What the exercise asks =
Copy the data exactly.

Data for this task =
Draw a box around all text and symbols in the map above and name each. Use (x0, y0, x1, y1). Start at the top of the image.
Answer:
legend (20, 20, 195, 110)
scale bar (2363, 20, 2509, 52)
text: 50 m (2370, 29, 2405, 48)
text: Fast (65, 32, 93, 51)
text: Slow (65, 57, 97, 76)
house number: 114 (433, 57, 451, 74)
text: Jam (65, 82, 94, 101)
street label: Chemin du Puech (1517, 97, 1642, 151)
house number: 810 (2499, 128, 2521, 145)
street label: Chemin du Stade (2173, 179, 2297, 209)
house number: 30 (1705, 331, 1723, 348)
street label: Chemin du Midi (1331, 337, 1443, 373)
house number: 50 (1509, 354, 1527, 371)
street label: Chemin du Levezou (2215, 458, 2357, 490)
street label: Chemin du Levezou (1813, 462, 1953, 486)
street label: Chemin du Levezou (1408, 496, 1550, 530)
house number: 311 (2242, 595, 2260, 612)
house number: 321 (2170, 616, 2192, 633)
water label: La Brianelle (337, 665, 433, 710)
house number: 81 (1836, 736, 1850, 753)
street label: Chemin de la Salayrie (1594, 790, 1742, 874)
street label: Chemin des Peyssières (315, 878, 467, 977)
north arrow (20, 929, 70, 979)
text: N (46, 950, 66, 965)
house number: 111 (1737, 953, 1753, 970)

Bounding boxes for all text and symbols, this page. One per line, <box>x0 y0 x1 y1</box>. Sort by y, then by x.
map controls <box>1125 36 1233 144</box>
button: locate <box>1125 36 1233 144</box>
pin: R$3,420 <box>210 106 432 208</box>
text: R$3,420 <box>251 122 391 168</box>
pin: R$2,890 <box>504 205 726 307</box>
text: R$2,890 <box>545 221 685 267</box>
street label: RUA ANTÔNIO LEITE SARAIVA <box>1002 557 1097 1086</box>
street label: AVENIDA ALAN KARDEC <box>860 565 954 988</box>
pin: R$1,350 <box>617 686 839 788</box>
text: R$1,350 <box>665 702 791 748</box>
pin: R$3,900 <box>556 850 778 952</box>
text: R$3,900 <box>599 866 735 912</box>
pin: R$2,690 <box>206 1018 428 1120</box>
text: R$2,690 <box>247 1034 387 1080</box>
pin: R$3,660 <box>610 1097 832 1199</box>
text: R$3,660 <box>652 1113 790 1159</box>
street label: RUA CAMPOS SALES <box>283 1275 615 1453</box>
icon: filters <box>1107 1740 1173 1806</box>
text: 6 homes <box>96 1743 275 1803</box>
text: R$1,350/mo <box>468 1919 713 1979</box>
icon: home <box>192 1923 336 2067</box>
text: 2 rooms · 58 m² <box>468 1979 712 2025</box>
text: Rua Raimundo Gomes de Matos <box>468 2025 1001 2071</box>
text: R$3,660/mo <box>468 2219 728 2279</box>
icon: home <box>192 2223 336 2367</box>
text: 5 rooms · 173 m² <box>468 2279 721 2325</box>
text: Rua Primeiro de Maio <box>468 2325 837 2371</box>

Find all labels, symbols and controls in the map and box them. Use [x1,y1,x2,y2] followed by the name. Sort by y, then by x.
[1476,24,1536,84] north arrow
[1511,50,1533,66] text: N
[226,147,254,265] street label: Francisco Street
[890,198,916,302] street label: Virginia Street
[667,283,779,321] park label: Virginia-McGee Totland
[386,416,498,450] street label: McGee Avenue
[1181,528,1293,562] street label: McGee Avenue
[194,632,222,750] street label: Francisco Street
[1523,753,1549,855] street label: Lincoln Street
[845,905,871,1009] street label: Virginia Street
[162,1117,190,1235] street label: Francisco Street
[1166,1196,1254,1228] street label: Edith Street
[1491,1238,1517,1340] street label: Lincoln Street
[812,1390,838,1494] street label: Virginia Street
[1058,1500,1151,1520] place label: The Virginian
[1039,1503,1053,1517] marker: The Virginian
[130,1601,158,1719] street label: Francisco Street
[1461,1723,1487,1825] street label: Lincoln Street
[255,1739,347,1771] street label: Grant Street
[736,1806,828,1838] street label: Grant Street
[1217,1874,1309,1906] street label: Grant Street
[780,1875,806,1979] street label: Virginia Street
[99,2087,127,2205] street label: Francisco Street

Solution to this exercise =
Draw a box around all text and symbols in the map above and name each. Use (x0, y0, x1, y1). Start at the top of the image.
Answer:
legend (20, 20, 195, 110)
scale bar (2363, 20, 2509, 52)
text: 50 m (2370, 29, 2405, 48)
text: Fast (65, 32, 93, 51)
text: Slow (65, 57, 97, 76)
house number: 114 (433, 57, 451, 74)
text: Jam (65, 82, 94, 101)
street label: Chemin du Puech (1517, 97, 1642, 151)
house number: 810 (2499, 128, 2521, 145)
street label: Chemin du Stade (2173, 179, 2297, 209)
house number: 30 (1705, 331, 1723, 348)
street label: Chemin du Midi (1331, 337, 1443, 373)
house number: 50 (1509, 354, 1527, 371)
street label: Chemin du Levezou (2215, 458, 2357, 490)
street label: Chemin du Levezou (1813, 462, 1953, 486)
street label: Chemin du Levezou (1408, 496, 1550, 530)
house number: 311 (2242, 595, 2260, 612)
house number: 321 (2170, 616, 2192, 633)
water label: La Brianelle (337, 665, 433, 710)
house number: 81 (1836, 736, 1850, 753)
street label: Chemin de la Salayrie (1594, 790, 1742, 874)
street label: Chemin des Peyssières (315, 878, 467, 977)
north arrow (20, 929, 70, 979)
text: N (46, 950, 66, 965)
house number: 111 (1737, 953, 1753, 970)

Bounding boxes for all text and symbols, this page. One per line, <box>x0 y0 x1 y1</box>. Sort by y, then by x.
map controls <box>1125 36 1233 144</box>
button: locate <box>1125 36 1233 144</box>
pin: R$3,420 <box>210 106 432 208</box>
text: R$3,420 <box>251 122 391 168</box>
pin: R$2,890 <box>504 205 726 307</box>
text: R$2,890 <box>545 221 685 267</box>
street label: RUA ANTÔNIO LEITE SARAIVA <box>1002 557 1097 1086</box>
street label: AVENIDA ALAN KARDEC <box>860 565 954 988</box>
pin: R$1,350 <box>617 686 839 788</box>
text: R$1,350 <box>665 702 791 748</box>
pin: R$3,900 <box>556 850 778 952</box>
text: R$3,900 <box>599 866 735 912</box>
pin: R$2,690 <box>206 1018 428 1120</box>
text: R$2,690 <box>247 1034 387 1080</box>
pin: R$3,660 <box>610 1097 832 1199</box>
text: R$3,660 <box>652 1113 790 1159</box>
street label: RUA CAMPOS SALES <box>283 1275 615 1453</box>
icon: filters <box>1107 1740 1173 1806</box>
text: 6 homes <box>96 1743 275 1803</box>
text: R$1,350/mo <box>468 1919 713 1979</box>
icon: home <box>192 1923 336 2067</box>
text: 2 rooms · 58 m² <box>468 1979 712 2025</box>
text: Rua Raimundo Gomes de Matos <box>468 2025 1001 2071</box>
text: R$3,660/mo <box>468 2219 728 2279</box>
icon: home <box>192 2223 336 2367</box>
text: 5 rooms · 173 m² <box>468 2279 721 2325</box>
text: Rua Primeiro de Maio <box>468 2325 837 2371</box>

Find all labels, symbols and controls in the map and box them. Use [x1,y1,x2,y2] followed by the name. Sort by y, then by x.
[1476,24,1536,84] north arrow
[1511,50,1533,66] text: N
[226,147,254,265] street label: Francisco Street
[890,198,916,302] street label: Virginia Street
[667,283,779,321] park label: Virginia-McGee Totland
[386,416,498,450] street label: McGee Avenue
[1181,528,1293,562] street label: McGee Avenue
[194,632,222,750] street label: Francisco Street
[1523,753,1549,855] street label: Lincoln Street
[845,905,871,1009] street label: Virginia Street
[162,1117,190,1235] street label: Francisco Street
[1166,1196,1254,1228] street label: Edith Street
[1491,1238,1517,1340] street label: Lincoln Street
[812,1390,838,1494] street label: Virginia Street
[1058,1500,1151,1520] place label: The Virginian
[1039,1503,1053,1517] marker: The Virginian
[130,1601,158,1719] street label: Francisco Street
[1461,1723,1487,1825] street label: Lincoln Street
[255,1739,347,1771] street label: Grant Street
[736,1806,828,1838] street label: Grant Street
[1217,1874,1309,1906] street label: Grant Street
[780,1875,806,1979] street label: Virginia Street
[99,2087,127,2205] street label: Francisco Street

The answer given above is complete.